It’s been three weeks since I returned from the border. On my last day there, I bought a phone for Mario, the Honduran man his 4 and 9 year old children with him and whose wife and eldest daughter are in Dallas. They left before him after Mario’s brother-in-law was killed and they feared their daughter would be kidnapped into trafficking. But then the Migrant Protection Protocols were instituted and that has kept Mario and his two younger children separated from his wife and eldest daughter.
I hired a lawyer for him and he went to the makeshift court in a large tent the following Monday. The judge was shown on a video screen. An interpreter was on the telephone. After the hearing he and his two children were given a second court date in late February. He’s been stuck at the border for nearly four months and has another four to wait out. Hopefully the lawyer I have retained can help him reunite with his family, as a lawyer makes it 14 times more likely to be granted asylum. However, the likelihood is still very small.
I am in touch with Mario and his neighbor Karla who has a 1 year old. Karla and her family had the same court date and so I’ve retained the lawyer for them too. Their greatest concern is the cold—and Karla’s baby’s health. Dylan has been sick with a cold the last several days. It is relatively cold at night and she doesn’t know how to find care for her son.
Their greatest expense is to keep their phones charged. The local merchants charge 10 pesos—50 cents—to charge a phone for an hour. Utter extortion from people who have virtually nothing.
They and the 2,000 other migrants in Matamoros rely on the kindness of humanitarian workers who bring food, water, clothing, blankets, and shoes. Team Bronzeville is raising funds to not only keep feeding the migrants but to create a water purification plant to provide clean water to everyone there.

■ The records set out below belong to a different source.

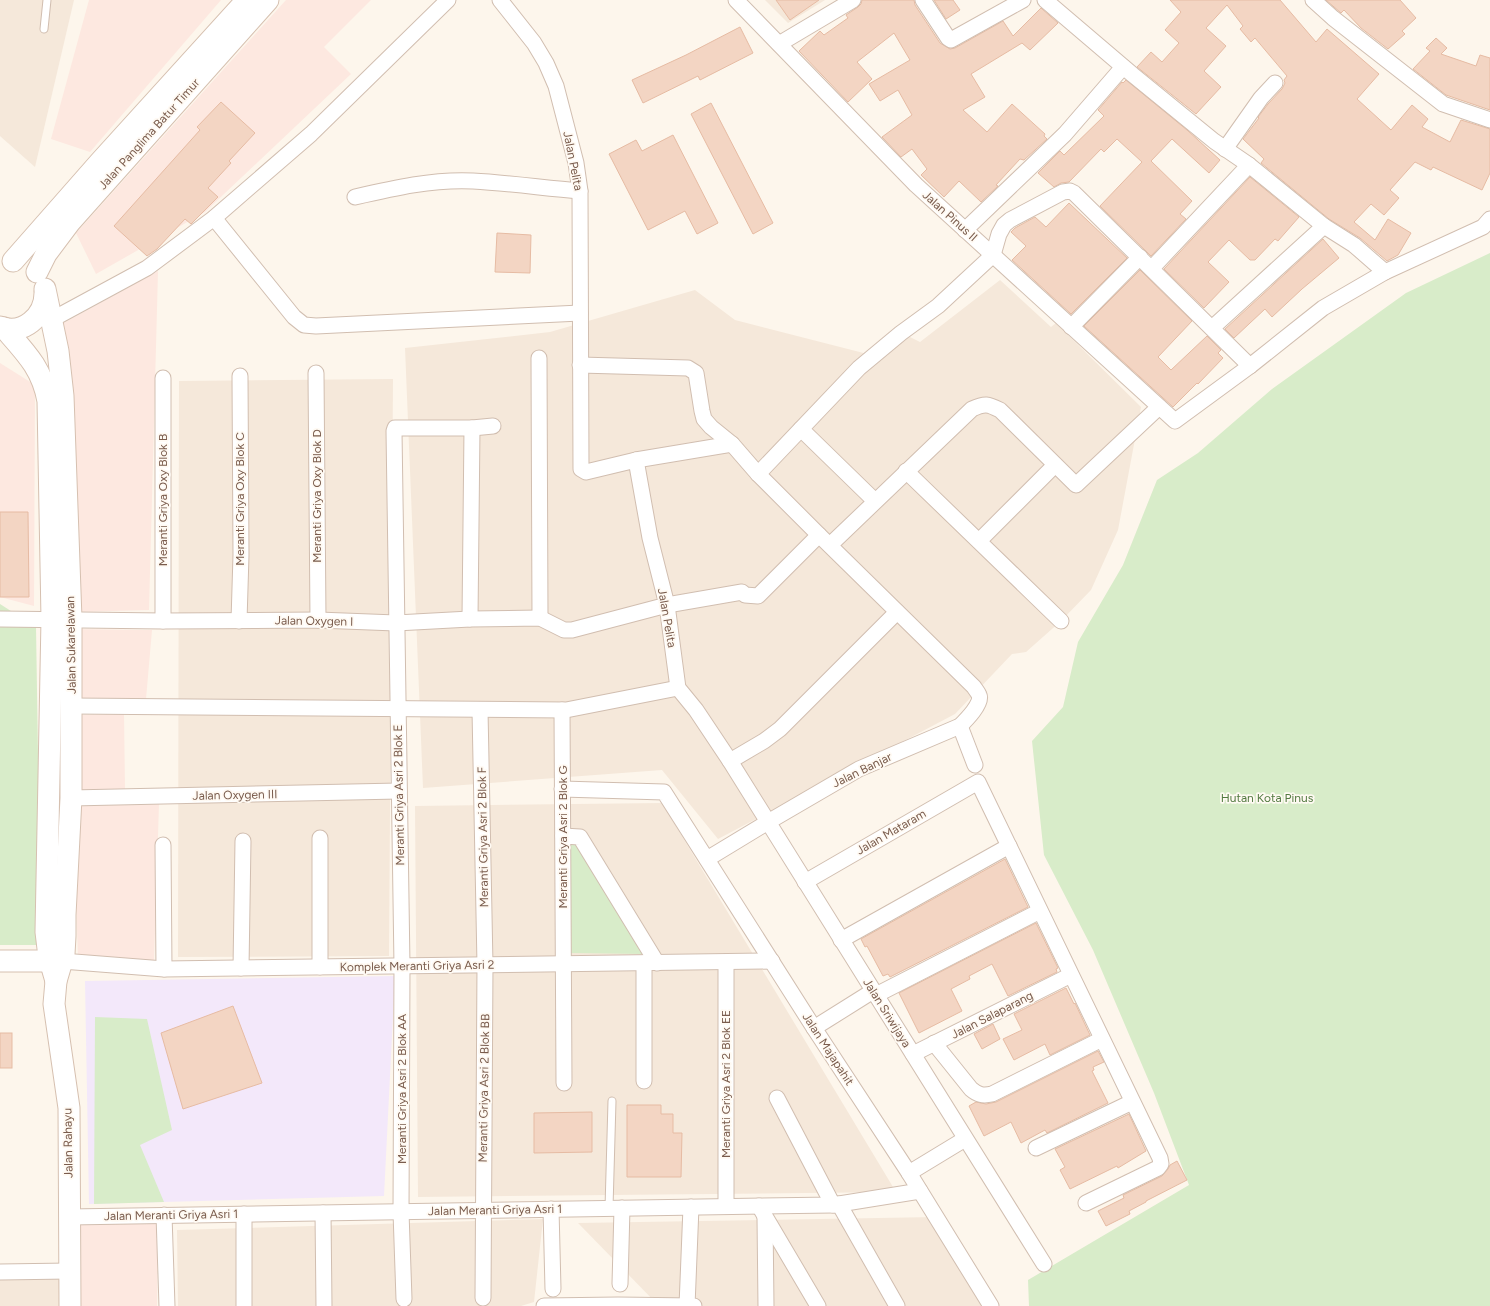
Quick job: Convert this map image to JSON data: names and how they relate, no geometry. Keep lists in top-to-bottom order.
{
  "streets": {
    "main road": ["Jalan Panglima Batur Timur", "Jalan Sukarelawan", "Jalan Rahayu"],
    "street": [
      "Jalan Pelita",
      "Jalan Pinus II",
      "Meranti Griya Oxy Blok D",
      "Meranti Griya Oxy Blok C",
      "Meranti Griya Oxy Blok B",
      "Jalan Oxygen I",
      "Jalan Banjar",
      "Jalan Oxygen III",
      "Meranti Griya Asri 2 Blok E",
      "Jalan Mataram",
      "Meranti Griya Asri 2 Blok F",
      "Meranti Griya Asri 2 Blok G",
      "Komplek Meranti Griya Asri 2",
      "Jalan Sriwijaya",
      "Jalan Salaparang",
      "Jalan Majapahit",
      "Meranti Griya Asri 2 Blok EE",
      "Meranti Griya Asri 2 Blok BB",
      "Meranti Griya Asri 2 Blok AA",
      "Jalan Meranti Griya Asri 1"
    ]
  },
  "crossings": [
    ["Jalan Panglima Batur Timur", "Jalan Sukarelawan"],
    ["Jalan Pelita", "Jalan Oxygen I"],
    ["Meranti Griya Oxy Blok D", "Jalan Oxygen I"],
    ["Meranti Griya Oxy Blok C", "Jalan Oxygen I"],
    ["Meranti Griya Oxy Blok B", "Jalan Oxygen I"],
    ["Jalan Oxygen I", "Jalan Sukarelawan"],
    ["Jalan Oxygen I", "Meranti Griya Asri 2 Blok E"],
    ["Jalan Sukarelawan", "Jalan Oxygen III"],
    ["Jalan Sukarelawan", "Komplek Meranti Griya Asri 2"],
    ["Jalan Sukarelawan", "Jalan Rahayu"],
    ["Jalan Banjar", "Jalan Sriwijaya"],
    ["Jalan Banjar", "Jalan Majapahit"],
    ["Jalan Oxygen III", "Meranti Griya Asri 2 Blok E"],
    ["Meranti Griya Asri 2 Blok E", "Komplek Meranti Griya Asri 2"],
    ["Meranti Griya Asri 2 Blok E", "Meranti Griya Asri 2 Blok AA"],
    ["Jalan Mataram", "Jalan Sriwijaya"],
    ["Meranti Griya Asri 2 Blok F", "Komplek Meranti Griya Asri 2"],
    ["Meranti Griya Asri 2 Blok F", "Meranti Griya Asri 2 Blok BB"],
    ["Meranti Griya Asri 2 Blok G", "Komplek Meranti Griya Asri 2"],
    ["Meranti Griya Asri 2 Blok G", "Jalan Majapahit"],
    ["Komplek Meranti Griya Asri 2", "Jalan Majapahit"],
    ["Komplek Meranti Griya Asri 2", "Meranti Griya Asri 2 Blok EE"],
    ["Komplek Meranti Griya Asri 2", "Meranti Griya Asri 2 Blok BB"],
    ["Komplek Meranti Griya Asri 2", "Meranti Griya Asri 2 Blok AA"],
    ["Jalan Sriwijaya", "Jalan Salaparang"],
    ["Jalan Majapahit", "Jalan Meranti Griya Asri 1"],
    ["Meranti Griya Asri 2 Blok EE", "Jalan Meranti Griya Asri 1"],
    ["Meranti Griya Asri 2 Blok BB", "Jalan Meranti Griya Asri 1"],
    ["Meranti Griya Asri 2 Blok AA", "Jalan Meranti Griya Asri 1"],
    ["Jalan Rahayu", "Jalan Meranti Griya Asri 1"]
  ],
  "parks": ["Hutan Kota Pinus"]
}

What to do? Some of the clergy who went with me are organizing a trip to support the humanitarian efforts to help feed the migrants. We certainly could send a UTUUC delegation to do this in collaboration with them.
But the desperate conditions for thousands and thousands of people up and down the border won’t get better until the Migrant Protection Protocols are ended. This will take pressure from many sources.
Illinois State Representatives Lisa Hernandez and Rita Mayfield were part of our delegation. They have submitted a resolution to the House to call for the ending of the Migrant Protection Protocols and call upon the Illinois delegation to the U.S. House and Senate to do the same.
There will be opportunities to address this here in Chicago. And I’m sure there will be another opportunity to travel to the border again to put pressure on the U.S. Representatives, but I want to do this only in collaboration with others where we can amplify each other’s power.